O ano era 1951 e este apelo, repetido insistentemente em pleno Repórter Esso da Rádio Nacional do Rio de Janeiro, mobilizou a cidade evitando um possível acidente aéreo. Uma história que ficou gravada na memória de muita gente. Para lembrá-la, vamos aos fatos situando, à época, a hoje capital de Mato Grosso do Sul e a importância do Rádio como meio de comunicação.

 

Breve história do Rádio

Em 1922 os acontecimentos fervilhavam no mundo e no Brasil. A União das Repúblicas Socialistas Soviéticas (URSS) era oficialmente criada; a Itália tornava-se o primeiro estado fascista; em São Paulo acontecia a agitada Semana de Arte Moderna e no Rio de Janeiro uma exposição marcava o centenário da Independência. Foi nesse evento que o presidente Epitácio Pessoa discursou e sua fala foi considerada a primeira emissão radiofônica oficial do país. Mas, só no ano seguinte, em 1923, o Rádio iniciaria sua trajetória com a instalação da primeira emissora brasileira: a Rádio Sociedade do Rio de Janeiro, fundada por Roquete Pinto. Posteriormente, surgiriam as rádios Club do Brasil, Educadora e Mayrink Veiga. São Paulo, em 1924, ganhou sua primeira emissora, a Rádio Educadora Paulista.

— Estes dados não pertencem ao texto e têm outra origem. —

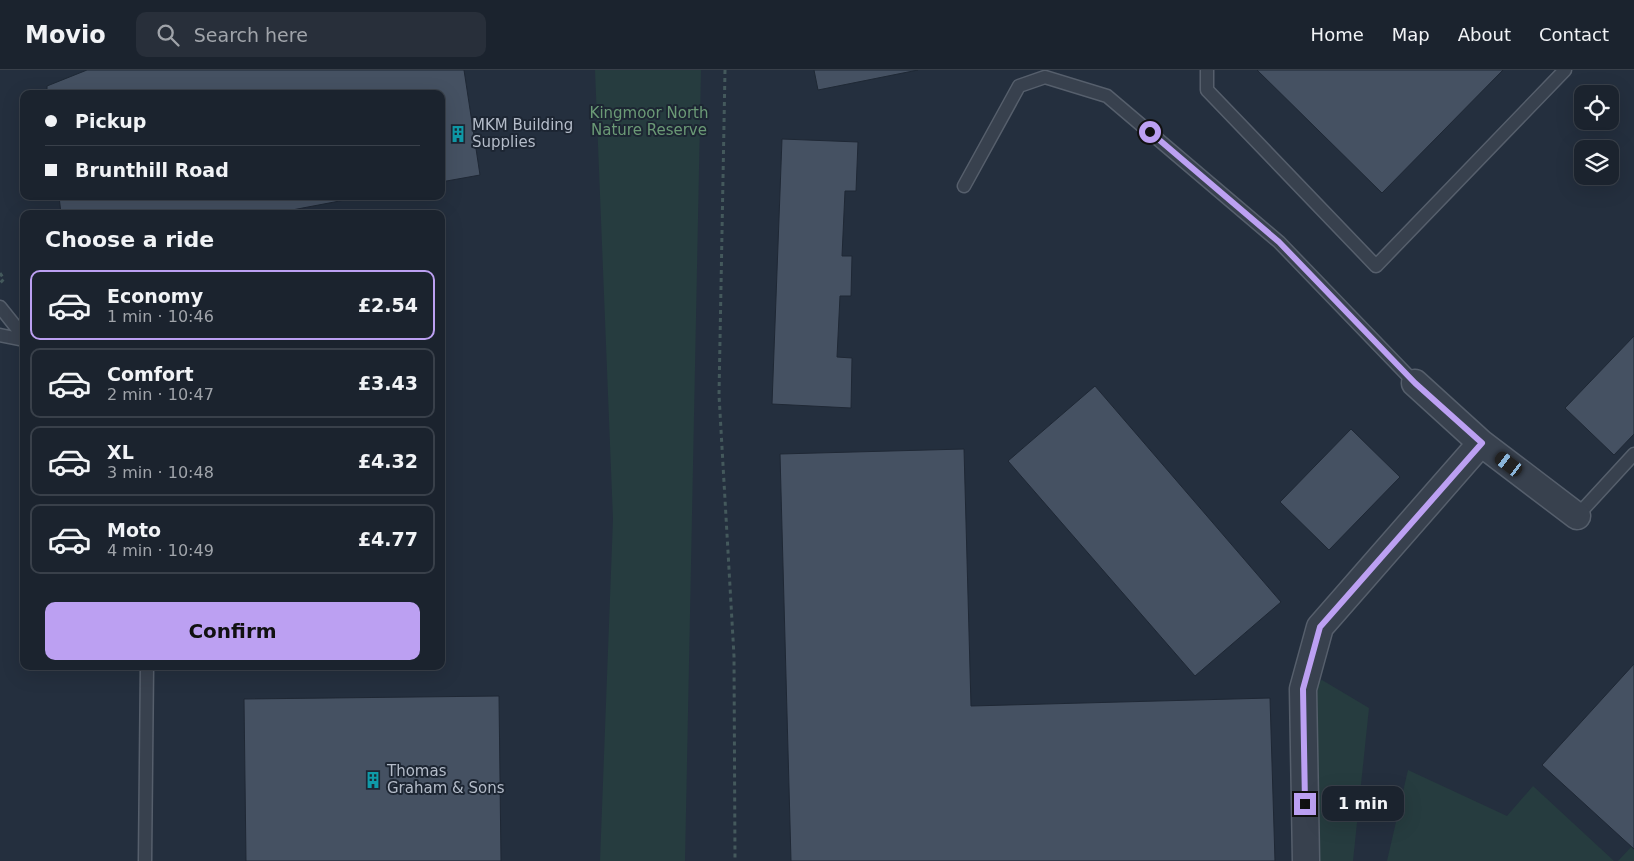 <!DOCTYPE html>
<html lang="en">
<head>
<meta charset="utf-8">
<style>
	body { margin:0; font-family:"DejaVu Sans",sans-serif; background:#282f3a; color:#f1f3f6; height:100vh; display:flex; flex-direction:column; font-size:19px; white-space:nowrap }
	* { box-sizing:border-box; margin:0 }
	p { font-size:16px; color:#a0a4aa }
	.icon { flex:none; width:28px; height:28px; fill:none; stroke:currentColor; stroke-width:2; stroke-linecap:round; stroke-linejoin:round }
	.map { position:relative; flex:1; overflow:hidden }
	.drawer { position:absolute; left:20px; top:140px; width:425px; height:460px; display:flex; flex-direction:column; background:#1b232e; border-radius:10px; box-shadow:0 5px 20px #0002,0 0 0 1px #39404a }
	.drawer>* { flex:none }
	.hud { position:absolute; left:20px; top:20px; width:425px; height:110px; border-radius:10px; box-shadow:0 5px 20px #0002,0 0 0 1px #39404a; display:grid; align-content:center; height:110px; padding:0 25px; background:#1b232e }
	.fabs { position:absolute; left:1574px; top:15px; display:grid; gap:10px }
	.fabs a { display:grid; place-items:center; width:45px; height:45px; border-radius:10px; background:#1b232e; box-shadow:0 5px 20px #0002,0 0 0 1px #39404a; font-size:25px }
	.end { position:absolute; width:22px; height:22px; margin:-11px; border:6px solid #bca0f2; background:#111; box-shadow:0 0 0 2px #111 }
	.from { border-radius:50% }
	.bubble { position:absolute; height:35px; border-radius:10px; background:#1b232e; box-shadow:0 5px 20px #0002,0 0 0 1px #39404a; font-size:16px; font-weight:600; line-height:35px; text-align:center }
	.car { position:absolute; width:15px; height:30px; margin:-15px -8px; border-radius:6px; box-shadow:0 0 4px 1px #0007; background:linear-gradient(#222 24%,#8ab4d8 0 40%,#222 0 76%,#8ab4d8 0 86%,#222 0) }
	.hud b { display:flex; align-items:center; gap:18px; height:48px; font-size:19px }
	.hud b+b { border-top:1px solid #39404a }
	.hud i { width:12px; height:12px; background:#f1f3f6 }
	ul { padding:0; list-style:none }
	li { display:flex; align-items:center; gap:15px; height:70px; margin:0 10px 8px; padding:0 15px; border:2px solid #39404a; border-radius:10px }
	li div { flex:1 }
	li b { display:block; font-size:19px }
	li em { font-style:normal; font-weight:600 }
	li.on { border-color:#bca0f2 }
	li>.icon { width:45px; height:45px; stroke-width:1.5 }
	h2 { padding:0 25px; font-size:22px; line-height:60px }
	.action { display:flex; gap:10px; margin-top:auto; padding:10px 25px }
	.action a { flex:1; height:58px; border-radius:10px; background:#bca0f2; color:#111; font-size:20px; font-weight:600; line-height:58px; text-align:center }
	header { display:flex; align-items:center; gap:30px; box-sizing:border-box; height:70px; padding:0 25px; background:#1b232e; border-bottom:1px solid #39404a }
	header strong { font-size:24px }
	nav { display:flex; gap:28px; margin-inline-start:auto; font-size:18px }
	.search { width:350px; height:45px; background:#282f3a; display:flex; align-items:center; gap:12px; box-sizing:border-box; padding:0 18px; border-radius:10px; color:#a0a4aa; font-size:19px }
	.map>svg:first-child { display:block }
</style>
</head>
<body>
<header>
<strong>Movio</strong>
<div class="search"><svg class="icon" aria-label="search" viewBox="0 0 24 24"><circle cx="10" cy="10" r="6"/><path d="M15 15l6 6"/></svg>Search here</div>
<nav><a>Home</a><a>Map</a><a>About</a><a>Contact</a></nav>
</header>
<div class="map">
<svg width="1634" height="791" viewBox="0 0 1634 791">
	<rect width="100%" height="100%" fill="#242f3e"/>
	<path fill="#263c3f" d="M 595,0 L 701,0 L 685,791 L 600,791 L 613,449 Z
		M 1322,610 L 1369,638 L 1353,791 L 1314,791 L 1314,613 Z
		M 1408,700 L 1507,746 L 1533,716 L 1614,791 L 1387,791 Z
		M 1634,774 L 1634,791 L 1618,791 Z"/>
	<path fill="#455162" stroke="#1f2835" d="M 87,0 L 464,0 L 480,105 L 441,112 L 441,24 L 47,24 L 47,16 Z
		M 814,0 L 918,0 L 818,20 Z
		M 1257,0 L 1503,0 L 1382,123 Z
		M 782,69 L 858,72 L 856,121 L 845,121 L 842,186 L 852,186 L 851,226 L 840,226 L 837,287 L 852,288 L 851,338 L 772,334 Z
		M 59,126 L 366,126 L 271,144 L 61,144 Z
		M 1634,266 L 1634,364 L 1614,385 L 1565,338 Z
		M 1095,316 L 1281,532 L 1195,606 L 1008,391 Z
		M 1351,359 L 1400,407 L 1329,480 L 1280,432 Z
		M 964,379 L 971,636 L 1270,628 L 1275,791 L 791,791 L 780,384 Z
		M 1634,594 L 1634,779 L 1542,695 Z
		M 499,626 L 501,791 L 246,791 L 244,629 Z"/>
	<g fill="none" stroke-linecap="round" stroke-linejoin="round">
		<g stroke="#565f6c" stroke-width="15">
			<path id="service" d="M 1207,0 L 1207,20 L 1376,196 L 1565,0
				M 964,116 L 1019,16 L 1045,7 L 1107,26 L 1279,172 L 1415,313
				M 0,237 L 24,267
				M 0,265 L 24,270
				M 1577,446 L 1634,384
				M 145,791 L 147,596"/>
		</g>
		<g stroke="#565f6c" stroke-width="29">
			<path id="minor" d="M 1415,313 L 1481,373 L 1577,446
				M 1306,791 L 1303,619 L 1320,557 L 1481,373"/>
		</g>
		<path stroke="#44595c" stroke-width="3" stroke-dasharray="4 4" stroke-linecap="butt" d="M 725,0 L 719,325 L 734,586 L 735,791
			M 0,203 L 4,209 L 0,213"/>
		<use href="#service" stroke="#38414e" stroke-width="12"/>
		<use href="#minor" stroke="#38414e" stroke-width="26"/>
	</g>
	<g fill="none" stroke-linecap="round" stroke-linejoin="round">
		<path stroke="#bca0f2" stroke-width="6" d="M 1150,62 L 1279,172 L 1415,313 L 1482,373 L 1320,557 L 1303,619 L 1305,734"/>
	</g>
	<defs>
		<g id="building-bare" transform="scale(1.35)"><path d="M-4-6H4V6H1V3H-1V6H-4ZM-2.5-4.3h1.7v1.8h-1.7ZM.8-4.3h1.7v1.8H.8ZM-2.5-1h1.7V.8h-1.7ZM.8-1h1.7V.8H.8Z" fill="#0f9aa8" stroke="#1d2633" stroke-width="2.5" paint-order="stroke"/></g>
	</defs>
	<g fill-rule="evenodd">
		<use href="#building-bare" x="458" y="64"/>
		<use href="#building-bare" x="373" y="710"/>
	</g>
	<g text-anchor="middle" stroke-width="4" stroke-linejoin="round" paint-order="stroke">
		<g font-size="15" fill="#6b9a76" stroke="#1d2633">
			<text x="649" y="48">Kingmoor North<tspan x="649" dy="17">Nature Reserve</tspan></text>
		</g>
		<g font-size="15" fill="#b4bcc9" stroke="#1d2633" text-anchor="start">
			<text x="472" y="60">MKM Building<tspan x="472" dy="17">Supplies</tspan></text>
			<text x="387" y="706">Thomas<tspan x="387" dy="17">Graham &amp; Sons</tspan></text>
		</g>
	</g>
</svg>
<div class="fabs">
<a><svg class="icon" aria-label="locate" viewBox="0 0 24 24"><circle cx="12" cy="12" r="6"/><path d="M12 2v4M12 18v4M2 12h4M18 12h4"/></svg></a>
<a><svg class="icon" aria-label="layers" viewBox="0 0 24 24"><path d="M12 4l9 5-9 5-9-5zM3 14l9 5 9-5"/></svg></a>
</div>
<i class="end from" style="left:1150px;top:62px"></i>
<i class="end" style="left:1305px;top:734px"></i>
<div class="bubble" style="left:1322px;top:716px;width:82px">1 min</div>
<i class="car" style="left:1509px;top:394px;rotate:307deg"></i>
<div class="hud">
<b><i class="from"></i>Pickup</b>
<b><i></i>Brunthill Road</b>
</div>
<section class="drawer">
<h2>Choose a ride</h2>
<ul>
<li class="on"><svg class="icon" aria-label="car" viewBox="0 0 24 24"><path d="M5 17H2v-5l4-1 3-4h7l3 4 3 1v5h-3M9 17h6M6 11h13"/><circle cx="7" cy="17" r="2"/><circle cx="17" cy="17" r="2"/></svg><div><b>Economy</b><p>1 min · 10:46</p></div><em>£2.54</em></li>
<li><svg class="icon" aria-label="car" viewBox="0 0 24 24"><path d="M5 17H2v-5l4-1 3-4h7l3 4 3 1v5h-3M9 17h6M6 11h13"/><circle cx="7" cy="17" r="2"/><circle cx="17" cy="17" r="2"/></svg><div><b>Comfort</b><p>2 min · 10:47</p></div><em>£3.43</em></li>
<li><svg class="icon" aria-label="car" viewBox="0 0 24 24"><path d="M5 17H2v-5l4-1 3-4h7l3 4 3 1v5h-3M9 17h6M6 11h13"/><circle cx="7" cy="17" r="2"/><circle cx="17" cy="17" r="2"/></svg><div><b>XL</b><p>3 min · 10:48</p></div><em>£4.32</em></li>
<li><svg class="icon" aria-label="car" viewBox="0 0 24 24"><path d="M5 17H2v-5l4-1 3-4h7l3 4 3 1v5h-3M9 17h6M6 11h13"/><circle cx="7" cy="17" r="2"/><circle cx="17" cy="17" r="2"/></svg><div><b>Moto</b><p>4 min · 10:49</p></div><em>£4.77</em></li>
</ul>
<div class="action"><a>Confirm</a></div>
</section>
</div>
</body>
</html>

Na chamada época de ouro do rádio, a Rádio Nacional do Rio de Janeiro levou os melhores programas de variedades e radionovelas a ouvintes de todo o país e de parte do mundo. Pelas ondas da Nacional – então conhecida como PRE-8, seu antigo prefixo na frequência AM – os maiores nomes da Música Popular Brasileira se consagraram e a emissora, além de divulgar os variados ritmos nacionais, ajudou a difundir o jornalismo, o esporte, o humor e a dramaturgia.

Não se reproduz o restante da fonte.